If you did the math, you’ll know that this year marks CLP-West End’s 122nd birthday! That is a very long time, so the interior was renovated and modernized in 2014. Even though it was renovated, the branch still retains some of its original features. A piece of the original circulation desk, as well as almost all of the original shelving, is still in use today.
Additionally, the light fixture in the center of the library is designed to be very similar to the light fixtures that were present in the library when it first opened. Finally, although it is no longer housed at CLP-West End, the original phone booth that was part of the library now resides at the Main Library.
In these 122 years, staff at the West End Library have led the way in providing opportunities for literacy and learning for children and adults. CLP-West End is believed to be one the first, if not the first, libraries in the United States to offer story times for children! What is now a library staple across the country began as an innovative idea in the West End.

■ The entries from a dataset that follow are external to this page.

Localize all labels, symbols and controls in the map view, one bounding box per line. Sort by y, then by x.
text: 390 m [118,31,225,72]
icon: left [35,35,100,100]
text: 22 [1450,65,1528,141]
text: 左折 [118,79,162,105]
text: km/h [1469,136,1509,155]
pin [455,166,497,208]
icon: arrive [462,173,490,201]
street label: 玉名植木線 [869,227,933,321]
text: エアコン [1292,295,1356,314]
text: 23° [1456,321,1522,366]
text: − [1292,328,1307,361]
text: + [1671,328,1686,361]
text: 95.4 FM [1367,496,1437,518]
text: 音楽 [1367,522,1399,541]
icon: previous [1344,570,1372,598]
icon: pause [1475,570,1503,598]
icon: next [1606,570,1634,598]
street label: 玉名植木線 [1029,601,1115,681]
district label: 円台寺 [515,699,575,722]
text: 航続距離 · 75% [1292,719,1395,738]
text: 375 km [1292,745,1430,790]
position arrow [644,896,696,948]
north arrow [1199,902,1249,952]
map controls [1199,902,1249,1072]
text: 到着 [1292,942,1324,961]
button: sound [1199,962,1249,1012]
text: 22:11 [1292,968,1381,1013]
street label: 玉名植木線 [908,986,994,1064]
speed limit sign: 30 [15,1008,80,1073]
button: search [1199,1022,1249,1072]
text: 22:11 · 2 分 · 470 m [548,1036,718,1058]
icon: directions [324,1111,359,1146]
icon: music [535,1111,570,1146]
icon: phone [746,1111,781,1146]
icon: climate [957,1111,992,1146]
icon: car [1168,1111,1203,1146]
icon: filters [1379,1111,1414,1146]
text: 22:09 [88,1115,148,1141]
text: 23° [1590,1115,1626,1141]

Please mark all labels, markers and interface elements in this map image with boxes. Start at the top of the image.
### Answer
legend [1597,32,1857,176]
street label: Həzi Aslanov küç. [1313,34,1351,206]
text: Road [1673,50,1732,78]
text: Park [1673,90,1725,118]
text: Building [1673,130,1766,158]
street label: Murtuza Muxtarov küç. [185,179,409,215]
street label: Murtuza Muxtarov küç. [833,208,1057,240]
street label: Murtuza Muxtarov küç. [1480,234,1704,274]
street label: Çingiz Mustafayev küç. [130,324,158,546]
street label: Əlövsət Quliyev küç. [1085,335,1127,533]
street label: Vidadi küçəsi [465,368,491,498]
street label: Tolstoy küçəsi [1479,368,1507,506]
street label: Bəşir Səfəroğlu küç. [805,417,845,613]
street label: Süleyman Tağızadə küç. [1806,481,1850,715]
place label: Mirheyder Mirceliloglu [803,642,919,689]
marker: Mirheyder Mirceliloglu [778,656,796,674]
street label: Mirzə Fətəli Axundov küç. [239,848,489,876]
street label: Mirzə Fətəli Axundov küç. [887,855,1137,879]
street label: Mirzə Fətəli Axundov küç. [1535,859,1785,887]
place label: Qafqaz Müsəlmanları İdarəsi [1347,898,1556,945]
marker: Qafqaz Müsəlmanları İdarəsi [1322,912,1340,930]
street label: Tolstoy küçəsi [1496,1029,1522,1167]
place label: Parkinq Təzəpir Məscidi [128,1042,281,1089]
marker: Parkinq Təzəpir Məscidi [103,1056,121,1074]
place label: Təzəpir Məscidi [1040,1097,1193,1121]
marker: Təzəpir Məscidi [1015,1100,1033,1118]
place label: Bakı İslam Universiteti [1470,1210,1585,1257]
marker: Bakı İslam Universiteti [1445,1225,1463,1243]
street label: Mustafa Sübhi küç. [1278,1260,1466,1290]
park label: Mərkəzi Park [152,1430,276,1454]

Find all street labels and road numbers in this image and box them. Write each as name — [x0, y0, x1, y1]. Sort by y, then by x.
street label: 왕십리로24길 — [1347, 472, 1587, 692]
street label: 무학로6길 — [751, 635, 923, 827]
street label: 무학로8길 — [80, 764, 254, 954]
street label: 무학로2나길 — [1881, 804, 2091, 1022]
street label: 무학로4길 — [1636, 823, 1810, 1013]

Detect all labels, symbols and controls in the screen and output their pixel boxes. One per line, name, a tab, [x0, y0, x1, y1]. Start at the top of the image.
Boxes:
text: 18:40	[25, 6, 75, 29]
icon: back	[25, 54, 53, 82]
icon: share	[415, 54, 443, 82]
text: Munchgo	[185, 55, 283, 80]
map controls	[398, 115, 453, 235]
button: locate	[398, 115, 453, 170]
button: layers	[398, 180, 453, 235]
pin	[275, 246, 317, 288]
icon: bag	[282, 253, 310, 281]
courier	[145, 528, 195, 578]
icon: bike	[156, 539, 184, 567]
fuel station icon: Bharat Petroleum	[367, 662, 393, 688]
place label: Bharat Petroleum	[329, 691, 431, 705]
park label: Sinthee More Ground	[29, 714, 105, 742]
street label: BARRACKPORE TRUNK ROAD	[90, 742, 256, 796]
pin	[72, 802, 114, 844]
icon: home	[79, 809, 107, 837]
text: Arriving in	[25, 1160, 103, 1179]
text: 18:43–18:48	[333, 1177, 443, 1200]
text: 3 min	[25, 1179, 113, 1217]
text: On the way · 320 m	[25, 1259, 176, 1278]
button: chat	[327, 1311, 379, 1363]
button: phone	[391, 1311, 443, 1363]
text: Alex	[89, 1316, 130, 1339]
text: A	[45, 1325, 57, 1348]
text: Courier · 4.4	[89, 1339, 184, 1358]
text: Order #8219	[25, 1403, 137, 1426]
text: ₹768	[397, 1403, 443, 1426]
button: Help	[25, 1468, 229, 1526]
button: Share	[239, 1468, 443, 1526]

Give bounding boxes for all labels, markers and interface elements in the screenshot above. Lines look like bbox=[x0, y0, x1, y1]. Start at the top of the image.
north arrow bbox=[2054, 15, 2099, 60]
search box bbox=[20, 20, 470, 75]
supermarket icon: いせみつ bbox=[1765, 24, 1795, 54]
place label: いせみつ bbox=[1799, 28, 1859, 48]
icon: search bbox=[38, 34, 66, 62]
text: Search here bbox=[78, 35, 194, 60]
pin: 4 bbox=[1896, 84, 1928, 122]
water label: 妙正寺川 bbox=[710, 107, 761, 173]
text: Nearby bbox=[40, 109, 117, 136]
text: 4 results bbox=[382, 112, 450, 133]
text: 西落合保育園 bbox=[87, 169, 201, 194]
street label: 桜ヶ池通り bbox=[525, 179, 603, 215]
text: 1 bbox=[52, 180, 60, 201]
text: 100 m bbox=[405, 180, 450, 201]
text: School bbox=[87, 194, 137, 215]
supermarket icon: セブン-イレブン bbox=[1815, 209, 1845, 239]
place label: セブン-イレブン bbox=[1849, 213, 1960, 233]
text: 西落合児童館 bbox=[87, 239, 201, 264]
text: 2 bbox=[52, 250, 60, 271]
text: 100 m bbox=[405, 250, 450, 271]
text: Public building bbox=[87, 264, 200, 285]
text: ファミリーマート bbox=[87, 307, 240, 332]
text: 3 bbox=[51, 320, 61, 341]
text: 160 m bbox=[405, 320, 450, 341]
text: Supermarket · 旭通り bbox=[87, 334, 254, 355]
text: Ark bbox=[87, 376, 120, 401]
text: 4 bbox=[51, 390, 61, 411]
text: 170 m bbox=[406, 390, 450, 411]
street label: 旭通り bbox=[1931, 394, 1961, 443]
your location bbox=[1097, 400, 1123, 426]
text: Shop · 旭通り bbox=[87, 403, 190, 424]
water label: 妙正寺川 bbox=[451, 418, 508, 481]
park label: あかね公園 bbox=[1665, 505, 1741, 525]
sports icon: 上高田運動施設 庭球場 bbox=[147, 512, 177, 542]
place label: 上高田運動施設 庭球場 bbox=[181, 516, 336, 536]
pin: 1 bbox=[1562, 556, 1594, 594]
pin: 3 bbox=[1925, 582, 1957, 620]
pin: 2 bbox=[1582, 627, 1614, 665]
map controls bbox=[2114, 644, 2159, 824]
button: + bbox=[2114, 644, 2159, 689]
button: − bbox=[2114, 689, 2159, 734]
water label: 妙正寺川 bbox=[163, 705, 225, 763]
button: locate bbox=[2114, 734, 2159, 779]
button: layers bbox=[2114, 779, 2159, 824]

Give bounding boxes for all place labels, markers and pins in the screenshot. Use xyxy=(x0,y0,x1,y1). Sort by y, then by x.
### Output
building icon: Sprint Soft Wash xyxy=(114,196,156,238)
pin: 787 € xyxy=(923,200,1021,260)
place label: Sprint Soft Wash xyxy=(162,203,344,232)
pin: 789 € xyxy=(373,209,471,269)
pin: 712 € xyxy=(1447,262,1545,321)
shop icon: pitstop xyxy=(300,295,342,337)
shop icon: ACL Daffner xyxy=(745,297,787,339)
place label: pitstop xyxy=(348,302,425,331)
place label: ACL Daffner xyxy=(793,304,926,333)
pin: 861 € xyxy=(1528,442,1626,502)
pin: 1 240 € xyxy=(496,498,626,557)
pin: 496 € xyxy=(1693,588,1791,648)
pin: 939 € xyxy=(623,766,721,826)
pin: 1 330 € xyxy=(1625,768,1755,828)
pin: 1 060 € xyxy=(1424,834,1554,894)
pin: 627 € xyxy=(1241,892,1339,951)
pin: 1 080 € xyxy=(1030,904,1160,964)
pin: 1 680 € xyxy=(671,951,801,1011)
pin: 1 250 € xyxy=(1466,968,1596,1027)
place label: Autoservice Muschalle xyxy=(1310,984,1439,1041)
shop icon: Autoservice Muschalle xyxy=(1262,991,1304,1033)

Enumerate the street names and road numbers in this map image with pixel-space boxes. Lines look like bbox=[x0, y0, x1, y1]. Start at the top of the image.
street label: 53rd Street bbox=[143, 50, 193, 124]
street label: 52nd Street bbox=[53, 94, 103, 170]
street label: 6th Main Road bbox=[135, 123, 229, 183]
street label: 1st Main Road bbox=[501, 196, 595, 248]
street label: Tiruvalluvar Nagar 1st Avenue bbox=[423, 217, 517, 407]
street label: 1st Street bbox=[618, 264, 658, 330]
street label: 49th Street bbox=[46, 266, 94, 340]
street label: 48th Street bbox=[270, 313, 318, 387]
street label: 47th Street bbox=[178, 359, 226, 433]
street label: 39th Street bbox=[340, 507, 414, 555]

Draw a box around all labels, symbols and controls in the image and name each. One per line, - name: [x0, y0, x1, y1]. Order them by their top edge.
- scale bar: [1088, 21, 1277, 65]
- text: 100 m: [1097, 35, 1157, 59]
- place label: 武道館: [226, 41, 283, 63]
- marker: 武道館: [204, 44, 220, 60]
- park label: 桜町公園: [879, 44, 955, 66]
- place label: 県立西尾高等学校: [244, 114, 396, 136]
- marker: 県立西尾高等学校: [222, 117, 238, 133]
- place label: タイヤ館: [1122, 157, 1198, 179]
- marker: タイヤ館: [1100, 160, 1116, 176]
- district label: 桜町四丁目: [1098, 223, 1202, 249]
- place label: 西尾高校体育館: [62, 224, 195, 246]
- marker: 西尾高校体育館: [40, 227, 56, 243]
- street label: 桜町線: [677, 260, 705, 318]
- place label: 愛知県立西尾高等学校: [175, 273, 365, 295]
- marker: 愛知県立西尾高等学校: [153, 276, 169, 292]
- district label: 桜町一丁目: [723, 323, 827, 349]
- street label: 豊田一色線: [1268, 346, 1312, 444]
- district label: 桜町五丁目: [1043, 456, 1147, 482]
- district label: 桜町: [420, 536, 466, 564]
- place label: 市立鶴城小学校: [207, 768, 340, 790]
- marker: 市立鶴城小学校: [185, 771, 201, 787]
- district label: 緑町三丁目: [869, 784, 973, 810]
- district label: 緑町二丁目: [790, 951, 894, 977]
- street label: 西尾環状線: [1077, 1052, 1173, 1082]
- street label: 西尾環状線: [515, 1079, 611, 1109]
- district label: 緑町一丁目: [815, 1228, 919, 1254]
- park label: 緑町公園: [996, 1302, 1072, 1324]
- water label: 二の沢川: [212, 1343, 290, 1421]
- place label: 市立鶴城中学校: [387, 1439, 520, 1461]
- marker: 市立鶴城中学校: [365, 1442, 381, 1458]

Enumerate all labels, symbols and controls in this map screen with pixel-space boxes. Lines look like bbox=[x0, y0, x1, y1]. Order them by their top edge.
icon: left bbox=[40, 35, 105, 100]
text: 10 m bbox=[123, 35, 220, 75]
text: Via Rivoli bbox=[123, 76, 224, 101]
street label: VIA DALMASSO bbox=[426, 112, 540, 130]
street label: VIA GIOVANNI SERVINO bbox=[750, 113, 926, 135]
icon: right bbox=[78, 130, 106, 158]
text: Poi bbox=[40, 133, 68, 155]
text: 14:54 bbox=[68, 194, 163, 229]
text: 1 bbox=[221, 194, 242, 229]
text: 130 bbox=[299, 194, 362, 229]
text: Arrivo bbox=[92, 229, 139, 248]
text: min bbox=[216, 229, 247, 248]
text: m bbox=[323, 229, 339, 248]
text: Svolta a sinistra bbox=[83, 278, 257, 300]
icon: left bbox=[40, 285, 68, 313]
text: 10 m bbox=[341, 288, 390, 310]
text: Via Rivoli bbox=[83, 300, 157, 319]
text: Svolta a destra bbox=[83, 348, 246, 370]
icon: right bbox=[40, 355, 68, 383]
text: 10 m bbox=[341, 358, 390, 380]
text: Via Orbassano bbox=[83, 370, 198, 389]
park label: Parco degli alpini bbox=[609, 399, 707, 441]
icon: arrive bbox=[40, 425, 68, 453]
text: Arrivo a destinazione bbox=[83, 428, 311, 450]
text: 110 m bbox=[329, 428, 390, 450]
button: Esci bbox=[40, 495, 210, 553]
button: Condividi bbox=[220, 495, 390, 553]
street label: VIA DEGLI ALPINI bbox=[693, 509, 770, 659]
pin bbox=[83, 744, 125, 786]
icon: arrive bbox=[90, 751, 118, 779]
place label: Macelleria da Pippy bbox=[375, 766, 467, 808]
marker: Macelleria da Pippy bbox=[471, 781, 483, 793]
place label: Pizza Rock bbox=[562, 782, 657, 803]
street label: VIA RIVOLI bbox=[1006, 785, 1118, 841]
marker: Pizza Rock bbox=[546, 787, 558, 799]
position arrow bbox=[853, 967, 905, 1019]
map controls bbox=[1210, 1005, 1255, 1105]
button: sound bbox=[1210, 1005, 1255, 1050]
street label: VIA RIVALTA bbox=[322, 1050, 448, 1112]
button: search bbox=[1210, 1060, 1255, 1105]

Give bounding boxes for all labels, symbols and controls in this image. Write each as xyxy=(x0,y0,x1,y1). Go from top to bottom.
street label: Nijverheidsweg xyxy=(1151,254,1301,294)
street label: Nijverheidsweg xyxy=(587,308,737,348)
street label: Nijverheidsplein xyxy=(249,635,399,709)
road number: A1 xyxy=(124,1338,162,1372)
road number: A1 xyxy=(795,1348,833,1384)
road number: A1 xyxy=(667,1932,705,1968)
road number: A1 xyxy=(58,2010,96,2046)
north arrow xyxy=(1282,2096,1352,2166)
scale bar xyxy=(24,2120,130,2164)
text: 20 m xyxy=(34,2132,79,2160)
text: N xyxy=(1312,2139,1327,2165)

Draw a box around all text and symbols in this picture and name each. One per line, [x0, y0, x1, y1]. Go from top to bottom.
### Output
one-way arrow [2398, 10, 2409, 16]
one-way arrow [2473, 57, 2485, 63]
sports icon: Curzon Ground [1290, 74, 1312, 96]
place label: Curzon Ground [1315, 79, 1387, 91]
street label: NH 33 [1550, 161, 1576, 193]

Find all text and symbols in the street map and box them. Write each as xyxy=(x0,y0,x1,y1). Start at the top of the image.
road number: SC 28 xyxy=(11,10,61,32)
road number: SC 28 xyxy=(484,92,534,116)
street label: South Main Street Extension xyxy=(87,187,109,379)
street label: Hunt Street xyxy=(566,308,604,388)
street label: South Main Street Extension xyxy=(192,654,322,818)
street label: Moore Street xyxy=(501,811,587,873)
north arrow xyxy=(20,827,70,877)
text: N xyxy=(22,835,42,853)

Story times have always been very popular programs at CLP-West End, enhanced by storybook character paintings in our meeting room. Painted on the storage cabinets in the meeting room in the 1950s by then CLP-West End custodian Theodore Hamiel, these illustrated panels feature popular characters from traditional folk and fairy tales – some recognizable favorites include Cinderella, Mary Poppins, and Pinocchio.
Speaking of storage cabinets, CLP-West End also has a storage closet turned into an archive! This accidental archive was formed when it was discovered that one of the closets had accumulated numerous objects relating to both the history of CLP-West End and the history of the West End neighborhood itself. With the help of volunteers from the West Pittsburgh History Club, West End staff processed the collection and properly preserved the materials housed there into archival quality boxes and folders. Now, library records such as circulation statistics and annual reports will be available for librarians and researchers alike to use. Besides historical library information, the History Closet holds other treasures, such as the Recollections and Reminiscences of West End, Pittsburgh, PA by Arthur Fording. Mr. Fording’s work provides key insights into what the West End was like in the 1920s, and for whatever length of time he could remember before that!
Finally, this wouldn’t be a blog post about the unique history of the West End if I didn’t talk about our model West End buildings. Not a day goes by where a customer doesn’t ask about these models. Created to provide a snapshot of what the West End looked like in the early 1970s, they were a retirement project for Nick Tutino, who generously donated them to the library once he finished.
Many of the buildings he depicted are no longer standing, which makes identifying them and placing them accurately on a map difficult! If you might have a suggestion, feel free to stop by the West End (when we’re open to the public again) and take a look at them. While you’re here, you can also do some research in the History Closet, see if you know all of the storybook characters on Mr. Hamiel’s panels, or simply come and enjoy the rich history that permeates from every nook and cranny of this Pittsburgh Historical Landmark.